1. Social Media Ads (Inbound)

The top of funnel here is target ads on LinkedIn and Meta (Facebook/Instagram). The ad is a simple video from the founders of the program explaining the value to rural entrepreneurs, and asking them to submit a simple interest form for the course. The ads are geo-specific and focused on people who have “founder” or “entrepreneur” interest, which works extremely well for targeting and calculating ROI. Roughly 2% of people who see the ad will submit the form.

2. Interest Form (Inbound)

The interest form from the ad is straightforward, gathering name, email, phone number, and location. Once someone submits the interest form, they become a lead (aka someone with explicit interest in the product). We then add their info to a database / CRM so that we can begin reaching out to them. The Ads → Interest form step is what’s called “inbound” (ie. prospects see the content, self-select by submitting a form). From there, we move onto outbound sales:

3. Email Drip Campaign (Outbound)

Once a prospect has submitted the interest form and been added to our database, we then begin sending them a series of automated, personalized emails. Each email is structured to explain the program and encourage the prospect to submit an application before the deadline. We send up to four emails to each prospect, each with a link to apply, and roughly 2.5% submit without us talking to them.

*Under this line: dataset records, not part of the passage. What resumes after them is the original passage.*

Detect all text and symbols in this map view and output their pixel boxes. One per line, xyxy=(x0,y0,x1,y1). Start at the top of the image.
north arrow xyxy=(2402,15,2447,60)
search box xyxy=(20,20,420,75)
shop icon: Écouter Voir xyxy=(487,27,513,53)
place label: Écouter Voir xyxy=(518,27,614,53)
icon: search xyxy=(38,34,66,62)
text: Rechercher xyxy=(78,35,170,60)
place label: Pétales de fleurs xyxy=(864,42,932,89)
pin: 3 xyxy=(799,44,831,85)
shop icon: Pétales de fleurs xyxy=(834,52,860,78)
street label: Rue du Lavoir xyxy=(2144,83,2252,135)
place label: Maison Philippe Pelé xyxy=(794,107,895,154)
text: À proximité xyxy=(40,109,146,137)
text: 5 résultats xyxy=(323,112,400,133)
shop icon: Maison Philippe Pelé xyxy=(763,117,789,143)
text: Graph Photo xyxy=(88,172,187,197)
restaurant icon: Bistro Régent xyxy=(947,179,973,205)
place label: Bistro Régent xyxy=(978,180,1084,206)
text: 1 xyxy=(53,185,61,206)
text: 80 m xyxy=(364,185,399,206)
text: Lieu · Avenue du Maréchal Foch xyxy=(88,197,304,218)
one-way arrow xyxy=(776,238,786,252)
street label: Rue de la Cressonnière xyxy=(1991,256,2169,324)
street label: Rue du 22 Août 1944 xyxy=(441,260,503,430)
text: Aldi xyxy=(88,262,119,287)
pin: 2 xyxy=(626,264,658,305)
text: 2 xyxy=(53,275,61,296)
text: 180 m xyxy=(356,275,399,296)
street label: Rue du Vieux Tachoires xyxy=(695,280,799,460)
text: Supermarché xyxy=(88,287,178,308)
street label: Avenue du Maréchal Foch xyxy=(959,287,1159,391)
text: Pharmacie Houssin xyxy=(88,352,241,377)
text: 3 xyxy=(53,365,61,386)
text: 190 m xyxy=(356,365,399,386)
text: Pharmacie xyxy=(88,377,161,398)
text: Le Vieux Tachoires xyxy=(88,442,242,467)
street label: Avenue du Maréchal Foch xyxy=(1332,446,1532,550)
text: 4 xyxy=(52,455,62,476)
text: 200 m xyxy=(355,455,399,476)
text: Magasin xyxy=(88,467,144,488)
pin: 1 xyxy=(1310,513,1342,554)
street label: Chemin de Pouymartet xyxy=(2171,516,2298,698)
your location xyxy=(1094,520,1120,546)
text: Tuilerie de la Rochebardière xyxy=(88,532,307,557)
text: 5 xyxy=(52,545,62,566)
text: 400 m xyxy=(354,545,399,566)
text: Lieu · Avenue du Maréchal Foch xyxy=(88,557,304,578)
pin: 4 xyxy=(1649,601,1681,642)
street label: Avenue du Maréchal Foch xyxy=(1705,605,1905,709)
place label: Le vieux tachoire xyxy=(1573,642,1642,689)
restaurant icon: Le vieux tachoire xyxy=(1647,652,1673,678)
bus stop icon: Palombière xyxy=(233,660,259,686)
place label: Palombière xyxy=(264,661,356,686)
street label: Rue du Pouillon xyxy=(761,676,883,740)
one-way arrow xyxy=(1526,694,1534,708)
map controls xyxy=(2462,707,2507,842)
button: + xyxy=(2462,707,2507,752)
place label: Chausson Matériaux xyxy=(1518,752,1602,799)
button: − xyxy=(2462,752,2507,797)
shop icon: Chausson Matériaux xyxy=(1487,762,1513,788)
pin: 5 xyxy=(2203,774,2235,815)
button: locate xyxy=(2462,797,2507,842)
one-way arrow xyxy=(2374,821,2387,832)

They call it drip campaign because you just repeatedly drip content into their inbox until they either take action or dont.

4. Outbound Sales Calls (Outbound)

Meanwhile once the prospect starts receiving emails, we also spend time actively calling and texting them. The goal is to have 4 touch points with each prospect (either call, text, DM, etc.) on top of the email campaign, for a total of 8 touchpoints. They say the magic number is 7 touches to get a sale, so we try to make sure of it. This helps us not only field any questions with prospects, but really create relationships which drastically improves conversion. Even if most calls result in a voicemail, anyone who answers is 10x more likely to apply. Overall the process brings the conversion on interest forms to application from 2.5% to 26%

5. Submit Application

The last big step in the funnel is having the prospect submit a formal application to participate in the course. The cyclical nature of courses is really nice because there is a deadline to apply, which adds time pressure (and helps us organize our outreach). The whole goal is to get more applicants than spots available so that there can be some sort of selection process for who we let into the course. The more prestigious the course, generally the more applications, and the higher the quality of the outcomes.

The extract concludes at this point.